БРЮСОВ КАК РИМЛЯНИН В "ГЕРОЕ ТРУДА"
МАРИНЫ ЦВЕТАЕВОЙ*

РОМАН ВОЙТЕХОВИЧ

Эссе Цветаевой "Герой труда" (1924) еще не получило в исследовательской литературе монографического описания. В двух известных нам работах подход либо слишком общий, либо слишком специальный1, поэтому ряд важных тем эссе еще не освещен. Мы предлагаем проанализировать истоки и структуру "римской" темы эссе, которая занимает высокое место в тематической иерархии "Героя труда", но еще ни разу не становилась предметом специального рассмотрения.

Истоки "римской" темы эссе изучены так же слабо, как и литературные источники "Героя труда" вообще. В письмах Цветаева отстаивала независимость своих построений: "Зная, что буду писать, ни Ходасевича, ни Гиппиус, ни Святополка-Мирского не читала"2; "Писала, увы, без источников, цитаты из памяти. Но, м.б. лучше, - мог бы выйти целый том" (VI, 339). Тем не менее, некоторые претексты эссе известны. Е. Б. Коркина называет статью Андрея Полянина (Софьи Парнок) "По поводу последних произведений Валерия Брюсова (Семь цветов радуги. Египетские ночи)", опубликованную в первом номере "Северных записок" за 1917 год. "Психологический портрет Брюсова в этой статье Парнок очень схож с цветаевской трактовкой образа поэта <...>, - пишет Коркина. - Влияние статьи на очерк (и шире - литературной позиции Парнок на самоопределение Цветаевой) кажется нам несомненным"3.

Статья Парнок не проясняет вопроса о происхождении "римской" темы у Цветаевой, но в ней мы находим источник многих мотивов, так или иначе ассоциирующихся у Цветаевой с "римской" темой и сконцентрированных преимущественно в "теоретических" частях эссе. "Вышло, как всегда, впятеро длинней, чем думала, - пишет Цветаева, - вместо анекдотических записей о Брюсове-человеке - оценка его поэтической и человеческой фигуры с множеством сопутствующих мыслей" (VI, 339). Но "анекдотические записи" никуда не делись, они составляют фабульное (собственно мемуарное) ядро "Героя труда" - семь глав, обрамленных тремя главами, в которых и сконцентрировано все "множество сопутствующих мыслей", в том числе и те, которые восходят к Парнок.

Основной тезис Парнок: Брюсов - Сальери, "для которого Моцарт - опасность гения - скрыт даже в футуристе" (СП, 78). "Сальерианство" Брюсова - устойчивая характеристика его творческого и индивидуального облика.
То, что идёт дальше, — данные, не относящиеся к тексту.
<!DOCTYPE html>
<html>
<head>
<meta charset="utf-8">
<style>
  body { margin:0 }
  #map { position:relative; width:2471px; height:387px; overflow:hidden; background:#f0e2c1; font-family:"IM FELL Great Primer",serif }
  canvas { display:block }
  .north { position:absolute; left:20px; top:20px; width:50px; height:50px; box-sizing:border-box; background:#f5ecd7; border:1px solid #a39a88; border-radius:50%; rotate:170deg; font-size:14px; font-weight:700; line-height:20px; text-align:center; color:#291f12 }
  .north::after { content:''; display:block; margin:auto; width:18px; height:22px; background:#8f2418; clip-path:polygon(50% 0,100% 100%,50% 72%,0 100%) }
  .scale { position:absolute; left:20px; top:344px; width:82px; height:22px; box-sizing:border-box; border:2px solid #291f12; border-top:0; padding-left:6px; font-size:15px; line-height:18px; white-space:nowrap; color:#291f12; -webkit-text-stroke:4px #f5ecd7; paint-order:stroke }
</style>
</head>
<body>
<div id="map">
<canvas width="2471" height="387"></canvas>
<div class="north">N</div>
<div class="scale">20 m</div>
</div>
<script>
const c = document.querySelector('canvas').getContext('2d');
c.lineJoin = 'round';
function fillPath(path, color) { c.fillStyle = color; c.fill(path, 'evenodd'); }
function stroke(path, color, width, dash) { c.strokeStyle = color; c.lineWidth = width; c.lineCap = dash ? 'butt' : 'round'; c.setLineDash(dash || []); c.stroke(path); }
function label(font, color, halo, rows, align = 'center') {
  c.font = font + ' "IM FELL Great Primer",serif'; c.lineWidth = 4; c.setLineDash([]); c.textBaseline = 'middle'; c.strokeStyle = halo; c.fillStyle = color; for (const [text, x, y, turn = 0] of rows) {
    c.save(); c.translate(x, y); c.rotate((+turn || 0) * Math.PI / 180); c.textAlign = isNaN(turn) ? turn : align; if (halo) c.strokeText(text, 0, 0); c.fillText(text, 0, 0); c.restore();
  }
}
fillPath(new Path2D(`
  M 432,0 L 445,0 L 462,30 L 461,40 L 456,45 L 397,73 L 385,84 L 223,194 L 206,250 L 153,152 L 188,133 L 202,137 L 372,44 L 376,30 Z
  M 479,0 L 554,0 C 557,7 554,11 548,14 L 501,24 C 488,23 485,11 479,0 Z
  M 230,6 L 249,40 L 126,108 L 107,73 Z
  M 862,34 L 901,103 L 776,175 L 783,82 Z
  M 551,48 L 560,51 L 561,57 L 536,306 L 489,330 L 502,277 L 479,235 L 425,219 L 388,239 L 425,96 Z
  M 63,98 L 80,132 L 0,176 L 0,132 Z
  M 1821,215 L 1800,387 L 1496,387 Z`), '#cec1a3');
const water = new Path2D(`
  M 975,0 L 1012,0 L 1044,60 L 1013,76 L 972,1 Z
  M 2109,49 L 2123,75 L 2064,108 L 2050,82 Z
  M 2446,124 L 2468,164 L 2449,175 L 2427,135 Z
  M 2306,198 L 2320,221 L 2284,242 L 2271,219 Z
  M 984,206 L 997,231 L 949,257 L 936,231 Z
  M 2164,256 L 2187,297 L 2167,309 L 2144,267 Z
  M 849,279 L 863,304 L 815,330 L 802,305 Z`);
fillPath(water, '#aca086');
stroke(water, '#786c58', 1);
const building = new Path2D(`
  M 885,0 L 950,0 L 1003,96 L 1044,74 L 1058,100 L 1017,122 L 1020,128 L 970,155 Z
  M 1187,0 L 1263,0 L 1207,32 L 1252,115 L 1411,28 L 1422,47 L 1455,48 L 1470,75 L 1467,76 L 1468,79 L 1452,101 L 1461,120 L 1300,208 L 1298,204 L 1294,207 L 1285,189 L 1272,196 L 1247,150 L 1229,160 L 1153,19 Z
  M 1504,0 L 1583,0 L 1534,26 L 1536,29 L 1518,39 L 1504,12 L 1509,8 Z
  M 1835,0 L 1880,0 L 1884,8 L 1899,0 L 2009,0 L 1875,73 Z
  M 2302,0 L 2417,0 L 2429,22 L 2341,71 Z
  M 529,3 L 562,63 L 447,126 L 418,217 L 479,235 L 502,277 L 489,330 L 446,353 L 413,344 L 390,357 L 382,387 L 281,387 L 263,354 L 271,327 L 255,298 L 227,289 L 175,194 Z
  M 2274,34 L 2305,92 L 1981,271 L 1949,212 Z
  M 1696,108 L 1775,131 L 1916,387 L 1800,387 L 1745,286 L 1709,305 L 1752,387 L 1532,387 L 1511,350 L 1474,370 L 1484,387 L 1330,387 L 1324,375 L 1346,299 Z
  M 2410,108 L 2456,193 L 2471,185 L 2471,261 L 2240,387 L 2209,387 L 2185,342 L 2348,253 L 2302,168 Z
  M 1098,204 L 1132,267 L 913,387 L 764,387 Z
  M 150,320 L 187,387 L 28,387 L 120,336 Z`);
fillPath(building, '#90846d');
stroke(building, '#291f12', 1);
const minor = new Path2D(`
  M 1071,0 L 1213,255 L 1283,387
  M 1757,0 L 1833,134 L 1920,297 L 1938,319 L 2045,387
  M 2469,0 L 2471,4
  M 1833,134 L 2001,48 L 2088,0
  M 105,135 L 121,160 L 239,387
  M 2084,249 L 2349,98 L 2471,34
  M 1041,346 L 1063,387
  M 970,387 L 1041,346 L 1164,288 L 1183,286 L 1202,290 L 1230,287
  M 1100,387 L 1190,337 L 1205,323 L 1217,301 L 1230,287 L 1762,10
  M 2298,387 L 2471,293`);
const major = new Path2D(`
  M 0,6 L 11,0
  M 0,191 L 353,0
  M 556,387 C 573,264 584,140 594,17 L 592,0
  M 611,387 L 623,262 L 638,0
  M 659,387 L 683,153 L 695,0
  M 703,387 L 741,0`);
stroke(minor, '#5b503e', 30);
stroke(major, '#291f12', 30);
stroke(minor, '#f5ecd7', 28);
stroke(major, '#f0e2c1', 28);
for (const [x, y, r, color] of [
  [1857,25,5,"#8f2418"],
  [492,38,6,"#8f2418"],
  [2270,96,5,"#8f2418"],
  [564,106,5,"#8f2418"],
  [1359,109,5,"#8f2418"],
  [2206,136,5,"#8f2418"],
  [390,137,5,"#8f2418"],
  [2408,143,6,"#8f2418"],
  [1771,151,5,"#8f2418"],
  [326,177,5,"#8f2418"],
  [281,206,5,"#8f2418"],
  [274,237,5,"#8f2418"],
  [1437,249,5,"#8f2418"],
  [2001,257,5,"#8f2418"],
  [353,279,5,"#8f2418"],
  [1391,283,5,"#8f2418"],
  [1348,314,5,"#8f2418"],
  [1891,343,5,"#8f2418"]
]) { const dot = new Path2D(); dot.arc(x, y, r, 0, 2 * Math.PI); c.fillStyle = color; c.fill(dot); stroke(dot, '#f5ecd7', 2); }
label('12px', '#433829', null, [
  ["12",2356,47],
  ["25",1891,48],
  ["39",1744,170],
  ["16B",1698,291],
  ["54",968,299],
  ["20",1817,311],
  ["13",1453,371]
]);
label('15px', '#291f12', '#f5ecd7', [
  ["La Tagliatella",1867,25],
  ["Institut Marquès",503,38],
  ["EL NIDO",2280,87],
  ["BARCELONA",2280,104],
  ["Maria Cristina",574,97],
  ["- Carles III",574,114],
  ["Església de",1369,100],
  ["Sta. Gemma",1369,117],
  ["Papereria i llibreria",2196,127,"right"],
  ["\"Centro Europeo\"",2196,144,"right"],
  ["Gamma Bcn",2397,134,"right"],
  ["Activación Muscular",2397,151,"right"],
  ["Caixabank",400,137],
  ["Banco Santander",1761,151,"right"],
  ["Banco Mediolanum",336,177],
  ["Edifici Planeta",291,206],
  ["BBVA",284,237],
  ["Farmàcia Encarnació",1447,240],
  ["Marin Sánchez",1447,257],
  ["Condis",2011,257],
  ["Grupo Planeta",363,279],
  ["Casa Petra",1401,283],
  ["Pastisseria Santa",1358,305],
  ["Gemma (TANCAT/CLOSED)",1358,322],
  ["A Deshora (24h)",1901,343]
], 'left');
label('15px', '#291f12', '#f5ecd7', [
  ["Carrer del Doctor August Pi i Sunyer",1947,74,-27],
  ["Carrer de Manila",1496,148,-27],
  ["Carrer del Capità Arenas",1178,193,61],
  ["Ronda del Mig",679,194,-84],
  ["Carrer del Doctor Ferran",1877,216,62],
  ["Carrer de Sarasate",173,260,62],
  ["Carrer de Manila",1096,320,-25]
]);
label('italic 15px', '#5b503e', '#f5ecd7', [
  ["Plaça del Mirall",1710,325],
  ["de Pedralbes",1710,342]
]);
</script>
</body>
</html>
Об этом писали А. Бурнакин, Ю. Айхенвальд, В. Ф. Ходасевич и Цветаева в разбираемом эссе; у самого Брюсова авторефлексия на тему "сальерианского" мифа, отобразилась, вероятно, в неопубликованной при жизни повести "Моцарт" (1915 г.)4.
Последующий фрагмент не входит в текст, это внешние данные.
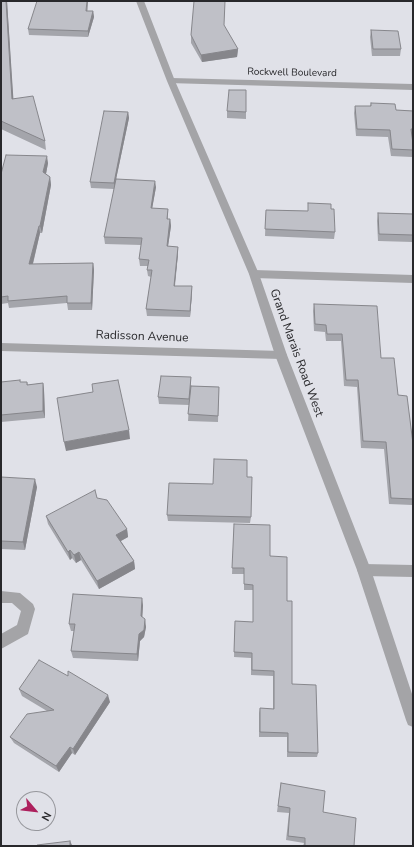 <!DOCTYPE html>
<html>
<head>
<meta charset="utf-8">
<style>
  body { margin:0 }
  #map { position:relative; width:414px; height:847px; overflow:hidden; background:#e0e1e8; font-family:"Nunito Sans",sans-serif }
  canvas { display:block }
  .frame { position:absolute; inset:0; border:2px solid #28282b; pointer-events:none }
  .north { position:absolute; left:16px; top:791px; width:40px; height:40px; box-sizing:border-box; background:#e0e1e8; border:1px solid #96979c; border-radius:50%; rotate:118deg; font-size:11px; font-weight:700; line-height:16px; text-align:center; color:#28282b }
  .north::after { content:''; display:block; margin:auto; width:14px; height:18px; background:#ad205d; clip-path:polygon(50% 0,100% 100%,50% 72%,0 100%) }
</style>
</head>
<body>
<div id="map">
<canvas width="414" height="847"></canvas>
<div class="frame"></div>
<div class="north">N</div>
</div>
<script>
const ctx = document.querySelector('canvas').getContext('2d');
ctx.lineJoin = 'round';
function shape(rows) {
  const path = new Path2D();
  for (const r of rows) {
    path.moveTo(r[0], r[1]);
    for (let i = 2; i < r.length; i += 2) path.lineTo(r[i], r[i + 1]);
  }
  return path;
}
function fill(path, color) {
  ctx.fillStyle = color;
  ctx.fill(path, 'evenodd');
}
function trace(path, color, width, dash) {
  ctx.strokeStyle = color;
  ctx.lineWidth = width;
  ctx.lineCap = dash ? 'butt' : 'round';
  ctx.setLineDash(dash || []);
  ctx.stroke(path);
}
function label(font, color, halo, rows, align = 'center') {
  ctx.font = font + ' "Nunito Sans",sans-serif';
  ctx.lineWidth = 4;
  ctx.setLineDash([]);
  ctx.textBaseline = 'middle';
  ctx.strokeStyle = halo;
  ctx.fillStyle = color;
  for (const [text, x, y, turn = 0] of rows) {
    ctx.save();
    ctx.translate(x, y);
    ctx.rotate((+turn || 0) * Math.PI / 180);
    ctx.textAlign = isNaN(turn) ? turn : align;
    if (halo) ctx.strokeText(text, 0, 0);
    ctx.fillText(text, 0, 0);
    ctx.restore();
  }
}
fill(shape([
  [171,78,413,84,413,90,168,83,168,79,171,78],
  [254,270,413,275,413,283,254,278,249,274,254,270],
  [1,343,281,351,285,352,287,355,285,358,281,359,1,351,1,343],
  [364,564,413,565,413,577,364,576,359,574,357,570,359,566,364,564],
  [1,591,20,593,33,604,35,609,28,634,1,649,1,634,17,625,21,611,12,603,1,603,1,591]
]), '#a4a4a7');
fill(shape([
  [136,1,144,1,175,81,259,274,287,355,371,570,413,697,413,727,408,725,406,720,357,570,275,355,249,274,167,81,136,1]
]), '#a4a4a7');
fill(shape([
  [1,1,7,1,13,99,45,141,46,150,1,129],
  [87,11,93,11,94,17,88,37,29,35,28,29],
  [371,30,401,49,400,56,372,56,370,37],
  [191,35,238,49,237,57,202,62,191,43],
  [246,90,246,119,227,118,227,111],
  [371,103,396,110,413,111,413,137,412,137,413,144,413,154,412,157,391,156,388,137,356,136,354,113,355,106,370,106],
  [128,112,129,118,116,179,156,187,152,208,168,209,168,219,170,219,171,226,168,246,178,247,178,254,175,286,192,286,192,293,190,317,147,316,146,309,151,277,148,276,147,270,148,266,140,266,139,259,141,245,105,244,104,237,114,189,91,188,90,182],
  [48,163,46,174,50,177,51,185,42,233,40,233,33,264,93,263,94,270,92,310,68,310,67,303,9,308,8,303,1,304,1,174],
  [308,203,331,209,335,232,334,239,265,236,266,210,308,211],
  [378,213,413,214,413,242,378,241,377,221],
  [314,304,381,358,398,395,413,444,413,510,412,505,389,504,384,449,361,448,357,387,344,386,341,341,326,341,325,332,314,331,313,311],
  [191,377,191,386,219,387,218,422,188,421,189,405,159,404,158,397],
  [1,382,27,382,28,385,43,383,44,390,45,418,1,422],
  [1,477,37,487,25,550,1,549],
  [213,484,251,517,250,523,168,521,167,515],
  [97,498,127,529,128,537,121,541,134,561,135,569,99,589,81,560,76,563,72,558,70,560,48,524,46,516],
  [234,524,270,556,287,601,292,684,318,753,317,757,287,757,287,737,259,737,259,713,260,708,273,709,273,676,251,675,251,658,234,657,235,621,253,622,253,590,244,590,244,574,232,574],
  [143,605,142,617,146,627,144,637,140,641,138,661,73,658,71,651,74,631,71,631,69,624],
  [19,689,110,702,75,755,72,753,59,772,14,743,10,737,47,711,22,696],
  [281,783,323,812,354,846,303,846,304,843,286,840,289,813,277,812,280,789]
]), '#a4a5ab');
fill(shape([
  [6,1,7,1,14,108,12,99],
  [87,1,88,1,87,17,86,11],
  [93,11,94,17,88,37,88,31],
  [238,49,237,57,202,62,201,55],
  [128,112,129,118,114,189,114,183],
  [47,156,48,163,45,179,43,172],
  [50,177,51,185,42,233,40,226],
  [155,181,156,187,151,215,151,208],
  [170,219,171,226,167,253,167,246],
  [39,226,40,233,31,271,29,264],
  [178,247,178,254,174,292,174,286],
  [93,263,94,270,92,310,91,303],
  [192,286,192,293,190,317,190,311],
  [43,383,44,390,45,418,43,411],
  [129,430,130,439,66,451,64,442],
  [35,479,37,487,25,550,23,542],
  [127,529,128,537,117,543,116,535],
  [70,550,72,558,70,560,68,552],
  [79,552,81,560,76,563,74,555],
  [134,561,135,569,99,589,97,581],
  [142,598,143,605,142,623,141,616],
  [145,619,146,627,144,637,140,641,138,661,137,654,139,634],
  [108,695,110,702,75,755,73,749],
  [70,747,72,753,59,772,56,766],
  [70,841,72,845,72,846,70,846]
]), '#86868b');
const building = shape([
  [1,1,6,1,12,99,33,96,45,141,1,121,1,1],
  [37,1,87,1,86,11,93,11,88,31,28,29,37,1],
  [194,1,225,1,224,25,238,49,201,55,191,35,194,1],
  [371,30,398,31,401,49,373,49,371,30],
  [229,90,246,90,246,112,227,111,229,90],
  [371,103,395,104,396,110,413,111,413,129,411,129,413,144,413,150,392,149,390,130,357,129,355,106,371,106,371,103],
  [104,111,128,112,114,183,90,182,104,111],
  [6,155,47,156,43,172,50,177,40,226,39,226,29,264,93,263,91,303,67,303,67,296,8,301,8,296,1,297,1,174,6,155],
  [116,179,155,181,151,208,168,209,167,219,170,219,167,246,178,247,174,286,192,286,190,311,146,309,152,270,147,270,149,260,139,259,142,238,104,237,116,179],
  [308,203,331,204,331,209,334,209,335,232,265,229,266,210,308,211,308,203],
  [378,213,413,214,413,235,379,234,378,213],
  [314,304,377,306,381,358,394,358,398,395,407,396,413,444,413,499,391,498,386,442,363,441,358,380,346,380,342,334,327,334,326,325,315,324,314,304],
  [161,376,191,377,189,399,158,397,161,376],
  [20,380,20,382,27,382,27,385,43,383,43,411,1,415,1,382,20,380],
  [118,380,129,430,64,442,57,398,93,392,92,384,118,380],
  [191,386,219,387,218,416,188,414,191,386],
  [214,459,247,460,247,477,252,477,251,517,167,515,169,483,213,484,214,459],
  [1,477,35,479,23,542,1,541,1,477],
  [95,490,97,498,107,500,127,529,116,535,134,561,97,581,79,552,74,555,70,550,68,552,46,516,95,490],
  [234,524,270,525,270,556,287,557,287,601,292,601,292,684,316,685,318,753,288,752,288,733,260,732,260,708,274,709,274,671,252,670,252,653,234,652,235,621,253,622,253,585,244,584,244,568,232,568,234,524],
  [73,594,142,598,141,616,145,619,144,630,139,634,137,654,71,651,75,624,69,624,73,594],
  [39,660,68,676,68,671,108,695,73,749,70,747,56,766,10,737,27,714,54,710,19,689,39,660],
  [281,783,325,791,323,812,356,818,354,846,305,846,305,838,288,836,290,808,278,806,281,783],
  [70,841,70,846,37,846,37,845,70,841]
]);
fill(building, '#bfc0c7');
trace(building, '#86868b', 1);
label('10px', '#28282b', '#e0e1e8', [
  ["Rockwell Boulevard",292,73,1]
]);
label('12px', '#28282b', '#e0e1e8', [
  ["Radisson Avenue",142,337,2],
  ["Grand Marais Road West",296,353,70]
]);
</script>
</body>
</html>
К этому основному тезису Парнок примыкают и другие, отразившиеся у Цветаевой. Во-первых, блок тезисов, характеризующих отсутствие 'гениальности' в стихах Брюсова: тезис об их "музыкальной беспомощности" (СП, 75), о том, что они созданы без "внутренней необходимости" (СП, 80), что они переполнены "школьной" эрудицией (СП, 79), предсказуемы (СП, 79) и риторичны (СП, 74), созданы "из чистейшего "ничего"" (СП, 78). О риторичности брюсовских творений еще раньше писал В. Буренин, назвавший Брюсова "великим ритором"5, что позднее отразится у Цветаевой и приобретет "римскую" окраску. Подраздел этого комплекса характеристик поэта составляют тезисы, толкующие (отчасти иносказательно) отношения Брюсова с "духовными" сущностями: Брюсов убеждает читателя, что "в душе" его "кипит избыток и новых рифм и буйных слов" (СП, 81), но сам в это не верит: "алхимик еще вызывает ангелов и демонов", но "огонь горна погас" (СП, 83); Брюсов лишен власти над душами, и в "Памятнике" его "слово "душа" встречается только один раз и в роковой для автора комбинации:

    Повсюду долетят горящие страницы, В которых спит моя душа" (СП, 76).
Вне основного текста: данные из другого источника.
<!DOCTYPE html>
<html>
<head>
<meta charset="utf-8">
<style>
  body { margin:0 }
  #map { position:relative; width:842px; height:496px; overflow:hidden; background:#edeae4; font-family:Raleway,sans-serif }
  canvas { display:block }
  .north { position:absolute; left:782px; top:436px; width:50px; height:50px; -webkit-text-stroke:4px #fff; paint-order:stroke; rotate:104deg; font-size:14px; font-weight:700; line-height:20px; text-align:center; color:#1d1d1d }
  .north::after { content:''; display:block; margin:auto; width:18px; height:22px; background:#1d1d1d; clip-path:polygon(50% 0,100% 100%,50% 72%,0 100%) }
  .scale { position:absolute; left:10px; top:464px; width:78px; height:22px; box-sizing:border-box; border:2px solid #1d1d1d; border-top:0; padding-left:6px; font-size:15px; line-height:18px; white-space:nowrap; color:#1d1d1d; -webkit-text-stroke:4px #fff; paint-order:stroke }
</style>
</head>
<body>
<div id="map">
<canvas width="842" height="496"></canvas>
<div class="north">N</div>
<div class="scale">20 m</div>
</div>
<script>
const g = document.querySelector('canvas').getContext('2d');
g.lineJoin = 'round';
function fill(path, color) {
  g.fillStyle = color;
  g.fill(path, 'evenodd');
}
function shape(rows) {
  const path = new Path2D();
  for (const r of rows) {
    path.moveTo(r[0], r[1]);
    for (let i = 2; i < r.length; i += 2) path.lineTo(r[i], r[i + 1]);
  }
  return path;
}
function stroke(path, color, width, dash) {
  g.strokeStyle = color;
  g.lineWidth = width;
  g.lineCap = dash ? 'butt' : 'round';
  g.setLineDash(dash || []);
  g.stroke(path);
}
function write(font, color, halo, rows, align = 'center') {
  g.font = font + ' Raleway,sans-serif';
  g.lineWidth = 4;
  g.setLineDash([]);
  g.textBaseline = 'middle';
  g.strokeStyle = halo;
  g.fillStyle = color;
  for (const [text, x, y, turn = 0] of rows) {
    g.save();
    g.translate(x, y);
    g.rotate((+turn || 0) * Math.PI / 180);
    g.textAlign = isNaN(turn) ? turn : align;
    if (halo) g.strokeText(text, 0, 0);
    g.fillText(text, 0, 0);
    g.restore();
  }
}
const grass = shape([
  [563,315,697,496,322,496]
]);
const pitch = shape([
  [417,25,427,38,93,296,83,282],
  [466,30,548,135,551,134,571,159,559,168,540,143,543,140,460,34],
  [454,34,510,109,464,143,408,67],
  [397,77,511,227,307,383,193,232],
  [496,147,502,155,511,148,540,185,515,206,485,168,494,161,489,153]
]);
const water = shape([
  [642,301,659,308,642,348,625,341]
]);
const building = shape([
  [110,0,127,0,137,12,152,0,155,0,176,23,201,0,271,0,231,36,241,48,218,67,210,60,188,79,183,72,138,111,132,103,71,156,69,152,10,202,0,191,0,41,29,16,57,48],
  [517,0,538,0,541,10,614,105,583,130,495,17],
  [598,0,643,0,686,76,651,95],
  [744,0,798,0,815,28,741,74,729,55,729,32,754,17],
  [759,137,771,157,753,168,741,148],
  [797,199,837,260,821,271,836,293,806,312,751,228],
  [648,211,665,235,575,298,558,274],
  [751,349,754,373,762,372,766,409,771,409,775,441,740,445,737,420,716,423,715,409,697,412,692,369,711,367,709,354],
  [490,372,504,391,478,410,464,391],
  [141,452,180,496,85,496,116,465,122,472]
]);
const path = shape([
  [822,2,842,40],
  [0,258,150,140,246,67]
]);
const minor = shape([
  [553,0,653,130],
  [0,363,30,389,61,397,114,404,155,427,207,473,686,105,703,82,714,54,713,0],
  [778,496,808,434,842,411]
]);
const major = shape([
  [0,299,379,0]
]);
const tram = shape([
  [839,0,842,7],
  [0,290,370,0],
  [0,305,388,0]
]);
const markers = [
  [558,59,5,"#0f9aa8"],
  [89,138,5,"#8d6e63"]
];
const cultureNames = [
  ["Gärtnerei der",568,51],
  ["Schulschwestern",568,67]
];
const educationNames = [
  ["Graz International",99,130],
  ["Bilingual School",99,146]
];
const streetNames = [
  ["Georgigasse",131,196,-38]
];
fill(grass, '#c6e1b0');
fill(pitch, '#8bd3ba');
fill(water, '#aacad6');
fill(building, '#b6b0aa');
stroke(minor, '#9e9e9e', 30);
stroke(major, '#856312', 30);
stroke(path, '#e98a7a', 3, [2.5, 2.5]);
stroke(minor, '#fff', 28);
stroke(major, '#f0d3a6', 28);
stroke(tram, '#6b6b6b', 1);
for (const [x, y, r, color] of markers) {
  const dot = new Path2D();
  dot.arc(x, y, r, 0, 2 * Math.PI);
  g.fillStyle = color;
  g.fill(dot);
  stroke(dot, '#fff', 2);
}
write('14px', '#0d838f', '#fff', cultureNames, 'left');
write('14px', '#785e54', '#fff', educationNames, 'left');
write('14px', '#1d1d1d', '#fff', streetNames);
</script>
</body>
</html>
Другой комплекс тезисов Парнок характеризует стремление Брюсова волевым усилием и трудом преодолеть отсутствие 'гениальности' (СП, 77, 79). Парнок даже признает, что Брюсов "умел принуждать свою мечту к подлинному творчеству" (СП, 77). Но он - лишь "сумасшедший актер", играющий роль "великого поэта" (СП, 79). И в этом она видит его оправдание: "Все приметы того, чего стараются теперь не видеть, или прощают Брюсову его поклонники", с чисто художественной точки зрения - "прекрасны в своей законности". "...Какой-нибудь потомок разыщет его жизнеописание и восхитится безнравственным восхищением художника" (СП, 78); "нужно помнить только одно: Брюсов не человек, а образ" (СП, 84).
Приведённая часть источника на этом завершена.